Elsewhere in the portfolio, trading updates have been coming thick and fast as our portfolio companies hold their annual meetings. The good momentum seen at 30 June results has largely continued through the September quarter.
Marketing agency group Enero (EGG) announced that its first quarter revenue increased 11% on the previous year, and operating earnings almost doubled to $9m for the quarter. Extrapolating one quarter is fraught with danger, but this business is clearly benefiting from its exposure to clients in the growing parts of the global economy.
Fund administrator Mainstream Group (MAI), too, has some growing clients. The biggest is Australian funds management juggernaut Magellan Financial Group (MFG). Mainstream’s newly formed US private equity business now has $20bn of funds under administration (FUA). In total, FUA grew 7% between the end of June and the
end of September. Other investors seem to be finally waking up to Mainstream’s progress and prospects.
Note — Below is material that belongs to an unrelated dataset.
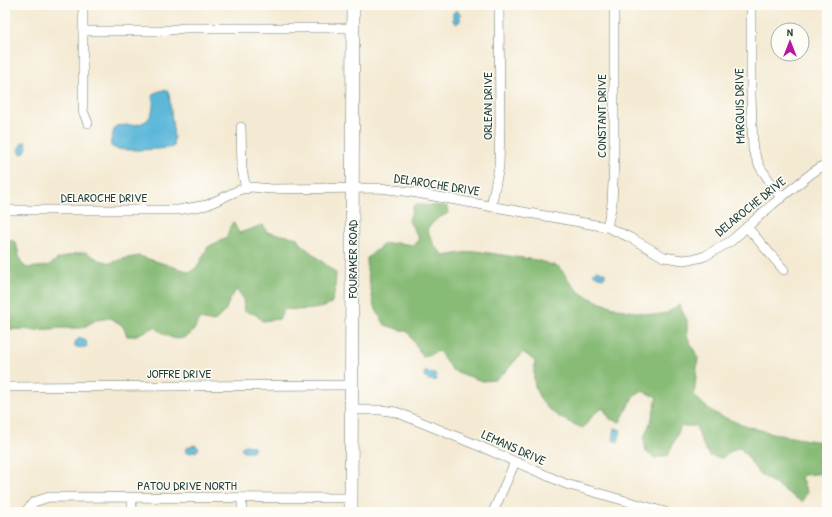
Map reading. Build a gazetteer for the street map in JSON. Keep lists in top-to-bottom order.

The share price is up 68% since the end of June. We think there is upside yet.
SG Fleet (SGF) and Life360 (360) provided positive updates, while RPM Global’s (RUL) AGM address was the one disappointment. Travel restrictions and COVID-related demurral are slowing sales of RPM’s mining software. Contracts executed so far this year represent $3.3m worth of future revenue, significantly slower than last year.
As COVID disruptions subside new business wins should return to normal in the second half of the year. When they do, the recurring revenue, net cash balance sheet and savvy management team should start to be better appreciated by other investors.